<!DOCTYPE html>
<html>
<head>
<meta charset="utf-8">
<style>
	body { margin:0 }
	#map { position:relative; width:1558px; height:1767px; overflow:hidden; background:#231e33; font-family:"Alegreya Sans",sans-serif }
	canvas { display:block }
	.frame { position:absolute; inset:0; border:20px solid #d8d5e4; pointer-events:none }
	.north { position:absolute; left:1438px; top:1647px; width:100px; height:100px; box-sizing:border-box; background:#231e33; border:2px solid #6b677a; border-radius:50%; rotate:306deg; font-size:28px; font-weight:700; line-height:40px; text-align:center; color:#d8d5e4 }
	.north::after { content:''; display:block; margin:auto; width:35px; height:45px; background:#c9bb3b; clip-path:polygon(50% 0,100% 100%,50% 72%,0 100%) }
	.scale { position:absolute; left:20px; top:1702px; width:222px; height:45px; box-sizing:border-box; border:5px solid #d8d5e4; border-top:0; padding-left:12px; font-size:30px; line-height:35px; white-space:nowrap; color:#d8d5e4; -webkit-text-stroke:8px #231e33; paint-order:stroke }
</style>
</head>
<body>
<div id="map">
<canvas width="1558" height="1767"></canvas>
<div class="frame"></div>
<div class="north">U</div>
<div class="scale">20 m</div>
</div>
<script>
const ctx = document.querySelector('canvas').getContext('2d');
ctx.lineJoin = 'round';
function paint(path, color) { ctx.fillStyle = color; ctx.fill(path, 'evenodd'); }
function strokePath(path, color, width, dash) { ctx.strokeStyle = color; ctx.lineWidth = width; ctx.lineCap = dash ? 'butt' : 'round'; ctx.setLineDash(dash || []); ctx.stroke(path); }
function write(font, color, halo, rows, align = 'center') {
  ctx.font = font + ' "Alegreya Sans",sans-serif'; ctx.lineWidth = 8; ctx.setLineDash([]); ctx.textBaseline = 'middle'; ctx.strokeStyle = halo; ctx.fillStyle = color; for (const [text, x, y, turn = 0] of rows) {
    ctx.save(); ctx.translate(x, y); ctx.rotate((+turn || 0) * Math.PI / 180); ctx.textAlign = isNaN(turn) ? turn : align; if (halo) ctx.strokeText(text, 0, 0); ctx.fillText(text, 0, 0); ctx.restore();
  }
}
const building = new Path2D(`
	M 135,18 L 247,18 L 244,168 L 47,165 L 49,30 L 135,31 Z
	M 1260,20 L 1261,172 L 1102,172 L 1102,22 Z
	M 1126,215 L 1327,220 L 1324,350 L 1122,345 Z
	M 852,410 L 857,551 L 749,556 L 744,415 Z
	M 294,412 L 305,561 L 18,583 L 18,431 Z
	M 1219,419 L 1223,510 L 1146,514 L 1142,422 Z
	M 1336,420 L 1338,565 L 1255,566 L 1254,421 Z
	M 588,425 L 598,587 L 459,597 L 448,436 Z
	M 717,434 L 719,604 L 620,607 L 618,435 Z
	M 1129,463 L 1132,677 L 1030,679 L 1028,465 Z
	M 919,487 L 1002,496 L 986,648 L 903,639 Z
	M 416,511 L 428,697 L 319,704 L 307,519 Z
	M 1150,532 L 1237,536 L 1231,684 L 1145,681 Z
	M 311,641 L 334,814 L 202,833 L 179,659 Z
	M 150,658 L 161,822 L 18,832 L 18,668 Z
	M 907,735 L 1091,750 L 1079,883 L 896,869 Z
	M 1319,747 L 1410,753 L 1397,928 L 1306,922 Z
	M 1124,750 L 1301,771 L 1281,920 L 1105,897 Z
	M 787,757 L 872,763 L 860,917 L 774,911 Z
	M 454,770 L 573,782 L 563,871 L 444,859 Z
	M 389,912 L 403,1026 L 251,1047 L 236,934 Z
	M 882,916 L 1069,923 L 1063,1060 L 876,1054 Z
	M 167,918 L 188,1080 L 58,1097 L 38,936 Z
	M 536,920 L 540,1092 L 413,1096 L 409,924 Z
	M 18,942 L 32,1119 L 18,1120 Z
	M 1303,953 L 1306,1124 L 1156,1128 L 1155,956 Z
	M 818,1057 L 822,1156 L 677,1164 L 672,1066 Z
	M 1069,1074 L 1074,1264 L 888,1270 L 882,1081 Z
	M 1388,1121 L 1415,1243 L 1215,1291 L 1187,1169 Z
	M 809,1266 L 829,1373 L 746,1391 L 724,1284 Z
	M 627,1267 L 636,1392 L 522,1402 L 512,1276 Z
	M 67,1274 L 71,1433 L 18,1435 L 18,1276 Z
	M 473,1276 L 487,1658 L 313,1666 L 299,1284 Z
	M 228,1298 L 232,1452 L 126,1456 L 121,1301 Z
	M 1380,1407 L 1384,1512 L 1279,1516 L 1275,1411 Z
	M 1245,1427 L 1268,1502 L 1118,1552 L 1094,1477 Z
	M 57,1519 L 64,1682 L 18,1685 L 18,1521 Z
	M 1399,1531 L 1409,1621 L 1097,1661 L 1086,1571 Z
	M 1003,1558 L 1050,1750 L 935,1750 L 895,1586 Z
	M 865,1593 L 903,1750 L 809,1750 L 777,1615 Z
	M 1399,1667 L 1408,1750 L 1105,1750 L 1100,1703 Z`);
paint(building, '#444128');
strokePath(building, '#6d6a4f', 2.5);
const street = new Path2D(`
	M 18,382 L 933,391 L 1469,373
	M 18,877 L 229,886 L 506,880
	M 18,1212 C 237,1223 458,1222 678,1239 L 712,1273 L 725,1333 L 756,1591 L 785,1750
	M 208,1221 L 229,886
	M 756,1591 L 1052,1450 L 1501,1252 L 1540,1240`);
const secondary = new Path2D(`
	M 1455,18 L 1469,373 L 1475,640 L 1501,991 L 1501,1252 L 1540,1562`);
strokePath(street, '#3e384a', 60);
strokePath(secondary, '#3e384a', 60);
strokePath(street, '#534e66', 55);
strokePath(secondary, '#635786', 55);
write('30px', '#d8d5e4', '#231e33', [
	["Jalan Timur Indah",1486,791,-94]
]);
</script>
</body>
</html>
+++++
- _What you need to do_
Show all lines above that contain "north".

- _Reply_
	.north { position:absolute; left:1438px; top:1647px; width:100px; height:100px; box-sizing:border-box; background:#231e33; border:2px solid #6b677a; border-radius:50%; rotate:306deg; font-size:28px; font-weight:700; line-height:40px; text-align:center; color:#d8d5e4 }
	.north::after { content:''; display:block; margin:auto; width:35px; height:45px; background:#c9bb3b; clip-path:polygon(50% 0,100% 100%,50% 72%,0 100%) }
<div class="north">U</div>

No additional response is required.